A Christmas with Synapse Analytics – Big Data by Don Beneman

It is now 2024, and I’ve decided to write a post about Synapse Analytics in Azure.
I use Spark in Synapse to prepare data for analysis – primarily for the benefit of OLAP users and client applications.

I’ve been working with Spark in Synapse for a couple of years now.
This platform is best described as a “managed” environment for an audience of users who wish to focus on building Spark data applications without really understanding much about the management and configuration of a Spark environment.

This Spark platform is hosted within the Synapse portal, which is subsequently hosted within the Azure portal. At one point this was a VERY highly promoted platform for big data transformation and processing. But in late 2023 Microsoft has started moving their focus away from Synapse and they seem to be promoting another shiny new platform, namely “Fabric”. All of the Azure customers who were once encouraged to use Synapse are now being asked to take a look at “Fabric” instead. From what I can tell, there is little difference between the profile of a customer who would use notebooks in Synapse, and the profile of the customer who would use “Fabric” instead.

These two Spark offerings (Synapse and “Fabric”) have great deal in common. They both target customers who are “low-code” notebook developers, sometimes referred to as “citizen developers”. These customers are likely to build solutions with a combination of SQL and Python. While I appreciate the need to have development tools for every type of a software developer, I have mixed feelings about putting Apache Spark into everyone’s toolbelt. I believe that a data analyst or data scientist with a poor understanding of Spark is likely to abuse it and cause as many problems as they solve.

From where I stand, these two Spark offerings are not very good. The level of quality is low, and I suspect some of that is due to the fact that Microsoft thinks the target audience really can’t tell the difference. While a demanding customer might go to another mature Spark offering like Databricks or HD Insight, the ones who “don’t know any better” are likely to find their way to Fabric and Synapse .
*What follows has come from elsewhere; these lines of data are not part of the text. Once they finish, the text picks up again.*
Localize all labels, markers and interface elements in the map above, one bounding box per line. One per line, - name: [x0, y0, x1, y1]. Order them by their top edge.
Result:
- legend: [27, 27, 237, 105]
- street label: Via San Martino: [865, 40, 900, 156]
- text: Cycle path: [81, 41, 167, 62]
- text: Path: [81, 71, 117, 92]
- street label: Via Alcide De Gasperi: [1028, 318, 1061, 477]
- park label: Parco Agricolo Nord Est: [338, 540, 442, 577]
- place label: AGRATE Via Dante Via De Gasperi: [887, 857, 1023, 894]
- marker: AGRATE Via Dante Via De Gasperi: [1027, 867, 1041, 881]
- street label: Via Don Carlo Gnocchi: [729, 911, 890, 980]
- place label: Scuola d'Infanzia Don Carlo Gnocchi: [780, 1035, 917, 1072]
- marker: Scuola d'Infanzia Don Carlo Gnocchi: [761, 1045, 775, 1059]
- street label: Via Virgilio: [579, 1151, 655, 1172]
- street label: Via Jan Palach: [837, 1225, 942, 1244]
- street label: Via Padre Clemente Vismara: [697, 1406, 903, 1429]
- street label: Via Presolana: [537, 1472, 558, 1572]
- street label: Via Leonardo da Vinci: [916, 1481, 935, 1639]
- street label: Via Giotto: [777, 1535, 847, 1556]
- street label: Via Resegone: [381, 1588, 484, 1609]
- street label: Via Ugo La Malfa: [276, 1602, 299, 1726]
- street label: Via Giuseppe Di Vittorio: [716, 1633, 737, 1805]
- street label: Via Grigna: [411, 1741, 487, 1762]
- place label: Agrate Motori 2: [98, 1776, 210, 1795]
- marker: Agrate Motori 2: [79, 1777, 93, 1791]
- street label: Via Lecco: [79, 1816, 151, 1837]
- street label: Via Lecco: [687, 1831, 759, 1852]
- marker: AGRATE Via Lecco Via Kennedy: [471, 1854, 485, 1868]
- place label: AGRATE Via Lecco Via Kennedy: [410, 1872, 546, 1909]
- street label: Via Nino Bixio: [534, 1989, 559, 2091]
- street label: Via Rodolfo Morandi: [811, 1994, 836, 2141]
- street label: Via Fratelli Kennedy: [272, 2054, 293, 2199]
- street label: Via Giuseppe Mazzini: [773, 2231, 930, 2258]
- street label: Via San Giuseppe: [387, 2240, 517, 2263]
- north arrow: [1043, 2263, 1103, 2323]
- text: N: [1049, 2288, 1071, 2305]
I will stop sugar-coating, and take things one step further in saying that the Spark offering in Synapse is a pretty terrible one. It is buggy and incredibly painful to use. The following is just one of many examples. Consider the following batch jobs that were submitted on Christmas day of 2023. They were submitted from 2:20 AM to 3:00 AM eastern time (USA). …
Notice all the green and red icons in the image above. At first glance you might assume that they modified the Spark portal to reflect the color theme for Christmas. The red and the green have the esthetic of a Christmas tree. However, when I’m digging a bit deeper I find that this is not what Microsoft had in mind. What is happening is that Synapse is throwing a massive fit as a result of failures that are happening in the underlying network. All of the failed jobs in this period of time are due to socket exceptions. The so-called “managed vnet” is wetting the bed and is causing what Microsoft likes to call “transient communication failures”.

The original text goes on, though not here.